=== Exercise data ===
>>>

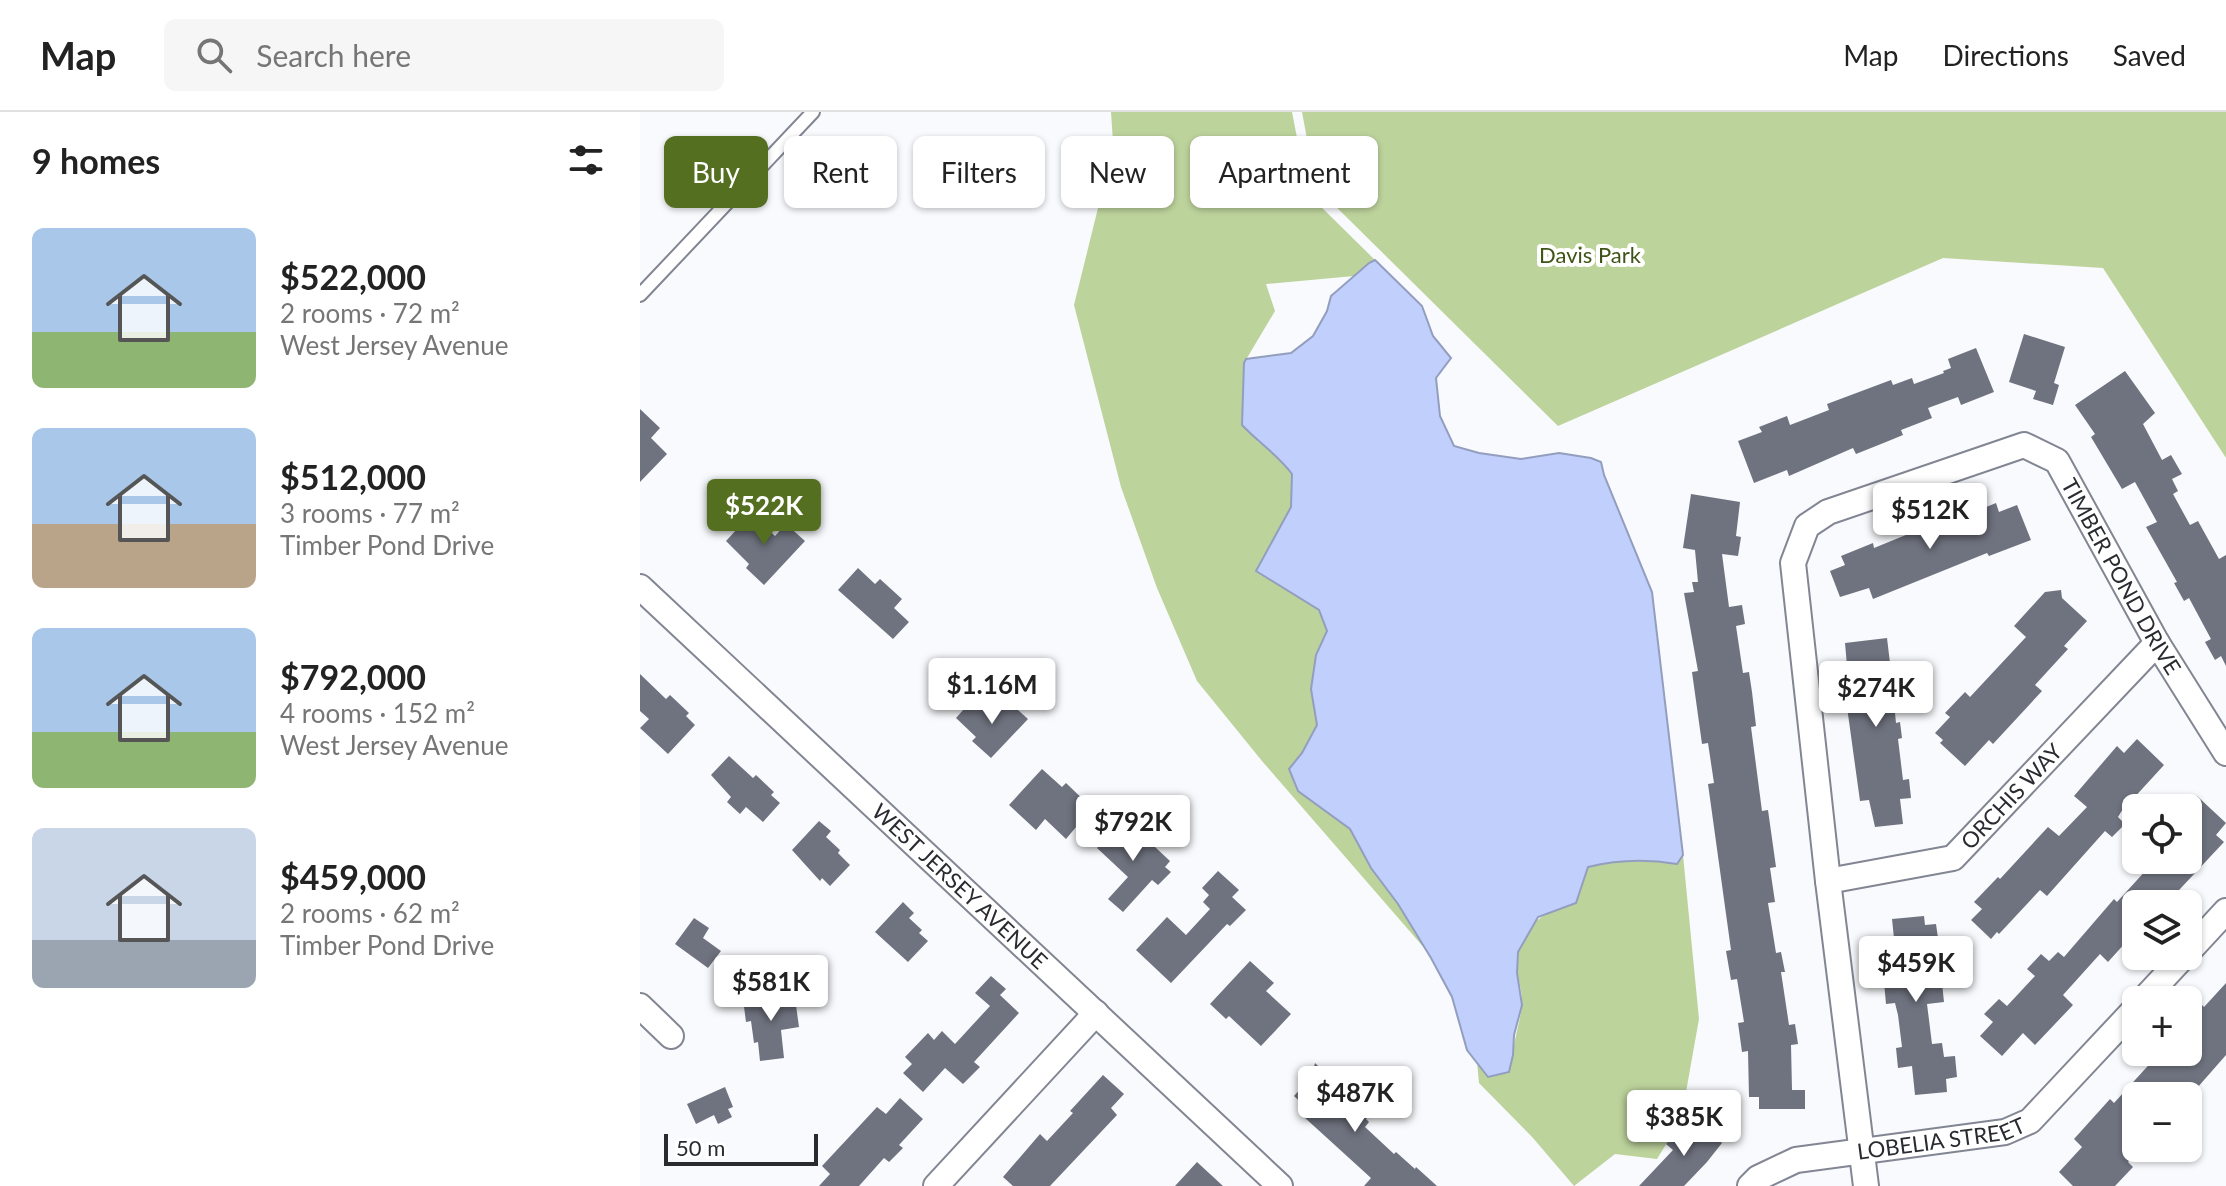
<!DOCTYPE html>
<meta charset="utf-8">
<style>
body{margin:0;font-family:Lato,sans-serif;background:#f6f6f6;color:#222;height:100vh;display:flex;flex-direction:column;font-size:30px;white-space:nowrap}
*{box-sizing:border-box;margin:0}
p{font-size:26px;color:#767676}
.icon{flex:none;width:44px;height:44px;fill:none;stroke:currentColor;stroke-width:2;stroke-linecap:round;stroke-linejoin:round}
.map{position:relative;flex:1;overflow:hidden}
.panel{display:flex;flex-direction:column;background:#fff;width:640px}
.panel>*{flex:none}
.hud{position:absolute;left:24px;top:24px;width:760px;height:72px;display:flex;gap:16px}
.buttons{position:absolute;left:1482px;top:682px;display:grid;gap:16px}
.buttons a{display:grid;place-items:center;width:80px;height:80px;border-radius:12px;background:#fff;box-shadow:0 2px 6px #0004;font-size:40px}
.scale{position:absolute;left:24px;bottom:20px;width:154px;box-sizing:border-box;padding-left:8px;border:4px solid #292b30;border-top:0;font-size:22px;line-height:28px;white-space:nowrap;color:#292b30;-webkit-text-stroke:6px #fff;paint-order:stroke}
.price{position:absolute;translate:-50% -68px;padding:0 18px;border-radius:8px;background:#fff;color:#222;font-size:26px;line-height:52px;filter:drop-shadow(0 2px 4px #0008)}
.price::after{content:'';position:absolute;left:50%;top:48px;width:24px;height:18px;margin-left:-12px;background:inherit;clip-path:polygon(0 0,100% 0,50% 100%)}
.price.on{background:#556f21;color:#fff}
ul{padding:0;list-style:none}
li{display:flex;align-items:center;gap:24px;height:200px;padding:0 32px}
li span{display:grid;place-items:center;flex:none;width:224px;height:160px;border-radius:12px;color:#555}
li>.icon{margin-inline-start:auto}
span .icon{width:96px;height:96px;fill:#fffc;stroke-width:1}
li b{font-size:34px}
h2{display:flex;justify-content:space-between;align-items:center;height:96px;padding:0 32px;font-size:34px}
.chip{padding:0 28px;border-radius:12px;background:#fff;box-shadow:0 2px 6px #0004;font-size:28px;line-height:72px}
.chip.on{background:#556f21;color:#fff}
header{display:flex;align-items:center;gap:48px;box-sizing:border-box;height:112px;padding:0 40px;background:#fff;border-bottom:2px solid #e0e0e0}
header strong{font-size:38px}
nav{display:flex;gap:44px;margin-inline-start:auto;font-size:28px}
.search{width:560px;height:72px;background:#f6f6f6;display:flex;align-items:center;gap:20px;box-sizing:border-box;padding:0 28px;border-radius:12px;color:#767676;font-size:30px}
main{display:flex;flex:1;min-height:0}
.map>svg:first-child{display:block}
.green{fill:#bdd39c}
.water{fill:#c0cffc;stroke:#939ebf;stroke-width:2}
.building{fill:#6f737f}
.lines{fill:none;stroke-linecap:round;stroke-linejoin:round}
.lane-casing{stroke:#828693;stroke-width:16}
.street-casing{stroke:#828693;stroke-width:28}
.lane{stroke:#fff;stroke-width:12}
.street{stroke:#fff;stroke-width:24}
.labels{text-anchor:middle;stroke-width:8;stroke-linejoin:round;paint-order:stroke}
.park-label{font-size:22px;fill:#3f5316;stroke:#fff}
.street-label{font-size:22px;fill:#292b30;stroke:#fff}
</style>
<header>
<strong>Map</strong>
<div class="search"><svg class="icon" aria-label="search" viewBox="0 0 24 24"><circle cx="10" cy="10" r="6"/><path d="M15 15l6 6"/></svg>Search here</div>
<nav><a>Map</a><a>Directions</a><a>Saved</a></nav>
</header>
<main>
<section class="panel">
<h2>9 homes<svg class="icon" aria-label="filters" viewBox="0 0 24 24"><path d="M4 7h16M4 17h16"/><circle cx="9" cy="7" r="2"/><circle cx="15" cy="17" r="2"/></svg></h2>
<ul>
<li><span style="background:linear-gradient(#a9c7e8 65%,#8fb573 0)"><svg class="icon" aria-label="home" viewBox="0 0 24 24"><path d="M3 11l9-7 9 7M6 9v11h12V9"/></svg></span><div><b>$522,000</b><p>2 rooms · 72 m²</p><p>West Jersey Avenue</p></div></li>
<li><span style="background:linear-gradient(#a9c7e8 60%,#b9a48a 0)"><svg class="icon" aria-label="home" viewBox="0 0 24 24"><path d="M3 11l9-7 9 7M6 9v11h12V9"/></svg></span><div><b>$512,000</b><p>3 rooms · 77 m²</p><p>Timber Pond Drive</p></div></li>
<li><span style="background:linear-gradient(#a9c7e8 65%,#8fb573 0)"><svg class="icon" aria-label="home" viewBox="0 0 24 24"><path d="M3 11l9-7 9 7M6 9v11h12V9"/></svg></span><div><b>$792,000</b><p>4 rooms · 152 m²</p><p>West Jersey Avenue</p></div></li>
<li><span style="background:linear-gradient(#c9d6e8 70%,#9aa5b1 0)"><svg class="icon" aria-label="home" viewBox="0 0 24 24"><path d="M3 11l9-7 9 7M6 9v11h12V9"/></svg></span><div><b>$459,000</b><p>2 rooms · 62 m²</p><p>Timber Pond Drive</p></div></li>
</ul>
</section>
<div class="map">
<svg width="1586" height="1074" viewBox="0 0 1586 1074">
<rect width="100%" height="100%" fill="#f9fafd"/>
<!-- green -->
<path class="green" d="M471 0H652L668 82 735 148 714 164 626 172 635 199 604 251 617 329 637 343 652 362 651 395 616 459 679 498 687 519 676 543 671 577 677 613 662 641 649 657 657 679 710 717 731 756 758 792 786 838 622 649 557 569 517 476 481 375 434 193 459 92 474 45Z
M662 0H1586V346L1463 156 1303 146 918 314 676 75Z
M1043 743 1059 907 1041 1008 1017 1047 975 1042 934 1074 893 1026 839 971 837 950 848 964 873 943C874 924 882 906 882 888 882 878 878 868 877 858 875 816 901 801 936 790L948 755C976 748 1008 747 1037 752Z"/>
<!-- water -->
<path class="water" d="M735 148 782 194 793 224 811 246 796 266 800 304 814 334 839 341 881 347 919 341 951 346 961 350 964 363 1012 480 1043 743 1037 752C1008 747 976 748 948 755L936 791 898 805 878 840 877 861 882 893 874 923 873 943 869 960 848 965 827 938 812 885 791 846 758 792 731 756 710 717 658 679 649 657 662 641 677 613 671 577 676 543 687 519 679 498 616 459 651 395 652 362C638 343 619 331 602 313L604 251 606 247 651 241 673 224 687 199 691 184 729 151Z"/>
<!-- building -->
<path class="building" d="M1384 222 1425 235 1414 271 1419 273 1413 293 1393 287 1396 279 1369 270Z
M1336 236 1354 280 1321 293 1318 285 1288 296 1292 306 1261 318 1263 323 1246 330 1216 342 1213 336 1149 364 1147 358 1114 371 1098 329 1122 320 1119 315 1147 304 1150 313 1189 298 1187 292 1251 268 1253 273 1272 266 1274 272 1304 261 1303 259 1311 256 1308 247Z
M1485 259 1515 301 1503 312 1522 348 1531 343 1542 362 1532 367 1538 379 1533 382 1550 413 1558 409 1579 447 1586 443V554L1581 544 1575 548 1565 530 1571 527 1549 486 1544 489 1534 471 1537 470 1506 415 1517 410 1495 370 1482 377 1451 325 1455 322 1435 293Z
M0 297 20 316 11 326 27 342 0 370Z
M1051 382 1100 390 1096 424 1101 425 1098 444 1082 442 1089 495 1102 493 1105 512 1096 514 1103 561 1109 560 1112 580 1116 614 1111 615 1122 699 1128 698 1136 755 1130 756 1135 790 1128 791 1136 841 1141 840 1145 860H1141L1149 913 1155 912 1158 932 1151 933 1152 978H1165V997H1119V985H1109L1108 939 1102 940 1098 911 1104 910 1097 867 1091 868 1086 839 1091 838 1068 672 1074 671 1068 631 1062 632 1052 560 1058 559 1044 481 1054 480 1052 470H1058L1055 438 1043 436Z
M1356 391 1359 400 1377 393 1391 428 1349 444 1347 441 1233 487 1229 476 1200 485 1190 459 1205 453 1201 444 1233 431 1234 436 1310 405 1312 409Z
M111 402 135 424 146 412 165 429 124 473 106 456 109 452 86 429Z
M218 456 235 472 240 467 262 487 254 496 269 510 253 527 198 478Z
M1421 478 1422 486 1447 509 1424 534 1428 537 1395 573 1402 579 1353 632 1349 628 1325 654 1300 631 1303 628 1295 621 1310 605 1305 601 1325 580 1330 585 1386 525 1374 514 1405 480Z
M1247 526 1250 551 1258 550 1263 591 1253 581 1256 611 1260 610 1262 626 1258 627 1263 668 1269 667 1271 686 1260 687 1263 712 1235 715 1229 688 1220 689 1203 566 1208 565 1205 531Z
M0 562 26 587 30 583 49 601 46 604 55 613 28 642 0 616 9 607 0 599Z
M332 588 352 607 368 589 388 607 351 646 332 629 336 625 316 606Z
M1497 627 1524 653 1481 700 1478 705 1485 712 1472 725 1465 719 1407 784 1400 778 1359 822 1357 820 1351 827 1331 808 1342 797 1334 790 1358 765 1360 767 1408 715 1419 724 1447 695 1434 684 1477 634 1484 641Z
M89 644 113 666 116 663 134 680 131 683 140 691 123 710 106 695 100 702 87 690 91 685 71 663Z
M402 657 422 675 426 671 452 696 426 727 405 707 396 718 369 693Z
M1557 684 1586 711 1576 723 1584 730 1526 792H1496V819L1468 850 1460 842 1423 883 1433 893 1395 933 1383 921 1362 944 1340 924 1353 910 1344 902 1359 887 1367 894 1395 864 1387 857 1401 842 1409 849 1418 840 1424 845 1474 787 1477 790 1508 756 1499 748H1548V693Z
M485 707 530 749 525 755 531 760 518 773 512 768 483 800 468 787 488 765 457 736Z
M179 709 191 719 186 725 200 738 198 741 210 753 190 774 182 766 180 769 152 738Z
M578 759 599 778 592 785 606 798 590 814 587 812 531 871 496 838 527 805 546 823 570 797 563 790 569 783 562 776Z
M263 790 274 801 269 806 282 818 279 821 288 829 268 850 235 820Z
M1284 804 1285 813 1296 812 1299 833 1288 834 1292 872 1302 871 1304 890 1287 892 1292 932 1302 931 1304 945 1315 944 1317 965 1306 967 1307 980 1275 983 1272 954 1258 956 1256 936 1262 935 1258 903 1255 891 1246 892 1241 837 1255 836 1252 807Z
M54 806 69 816 63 826 81 839 68 856 35 832Z
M610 849 634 871 626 879 651 902 621 934 589 904 586 907 570 892Z
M351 864 366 877 360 883 379 901 334 950 340 955 323 972 305 956 283 980 263 961 272 952 265 945 288 921 294 928 302 919 315 932 350 894 335 881Z
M1586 871V943L1550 984H1496V1042L1488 1050 1493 1055 1475 1074H1433L1419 1060 1442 1035 1434 1027 1470 987 1474 991 1516 945 1520 948 1528 940H1548V904L1560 891 1564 895Z
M146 881 147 888 155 886 159 915 141 918 144 946 120 949 118 930 114 931 111 909 106 910 103 887Z
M675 951 729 1004 726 1007 729 1010 725 1015 754 1042 756 1040 775 1057 776 1055 797 1074H724L731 1066 664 1005 670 999 654 984 671 965Z
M463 963 484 982 471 996 477 1003 410 1074H373L363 1065 400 1022 407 1029 433 1001 430 999Z
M85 975 93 995 88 997 92 1005 78 1012 74 1003 56 1012 47 992Z
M260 986 283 1007 259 1033 263 1036 249 1050 244 1046 219 1074H179L190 1062 182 1054 237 995 246 1002Z
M1059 1010 1082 1031 1067 1050 1044 1074H999L1033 1038 1026 1032 1038 1018 1045 1025Z
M557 1050 583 1074H535Z"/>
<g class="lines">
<!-- lane casing -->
<g class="lane-casing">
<path id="lane" d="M0 183 173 0"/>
</g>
<!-- street casing -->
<g class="street-casing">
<g id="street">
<path id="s1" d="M0 475 640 1074"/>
<path id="s2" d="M1188 769 1313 746 1517 531"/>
<path d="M1548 840 1586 799"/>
<path d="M1503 888 1544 844"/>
<path d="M0 894 31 924"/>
<path d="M296 1074 456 901"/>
<path id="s3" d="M1110 1074 1118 1066 1156 1048 1365 1020 1390 1009 1496 896"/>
<path id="s4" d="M1226 1074 1188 769 1153 451 1167 414 1188 400 1384 333 1417 349 1517 531 1586 641"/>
</g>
</g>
<!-- lane -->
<use href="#lane" class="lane"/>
<!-- street -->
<use href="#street" class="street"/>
</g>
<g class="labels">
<!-- park labels -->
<g class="park-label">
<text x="950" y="151">Davis Park</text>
</g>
<!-- street labels -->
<g class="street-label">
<text dy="8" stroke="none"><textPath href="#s4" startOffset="1068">TIMBER POND DRIVE</textPath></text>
<text dy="8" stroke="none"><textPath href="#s2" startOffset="212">ORCHIS WAY</textPath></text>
<text dy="8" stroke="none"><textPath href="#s1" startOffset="438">WEST JERSEY AVENUE</textPath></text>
<text dy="8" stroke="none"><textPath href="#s3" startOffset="200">LOBELIA STREET</textPath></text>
</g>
</g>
</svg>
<div class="buttons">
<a><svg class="icon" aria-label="locate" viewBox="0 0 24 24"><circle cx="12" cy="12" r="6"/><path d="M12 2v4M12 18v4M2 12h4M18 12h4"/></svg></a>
<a><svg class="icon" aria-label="layers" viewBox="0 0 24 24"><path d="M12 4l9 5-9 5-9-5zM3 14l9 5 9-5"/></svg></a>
<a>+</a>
<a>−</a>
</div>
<div class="scale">50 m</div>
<b class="price on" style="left:124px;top:435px">$522K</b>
<b class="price" style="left:1290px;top:439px">$512K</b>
<b class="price" style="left:352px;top:614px">$1.16M</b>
<b class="price" style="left:1236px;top:617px">$274K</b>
<b class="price" style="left:493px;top:751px">$792K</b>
<b class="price" style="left:1276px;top:892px">$459K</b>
<b class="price" style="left:131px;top:911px">$581K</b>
<b class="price" style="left:715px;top:1022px">$487K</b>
<b class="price" style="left:1044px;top:1046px">$385K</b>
<div class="hud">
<a class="chip on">Buy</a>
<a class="chip">Rent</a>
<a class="chip">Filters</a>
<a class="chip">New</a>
<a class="chip">Apartment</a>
</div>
</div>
</main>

<<<

=== Exercise aim ===
How many lines of the listing above carry the string "strong"? Report that number with no other text.

=== Answer space ===
2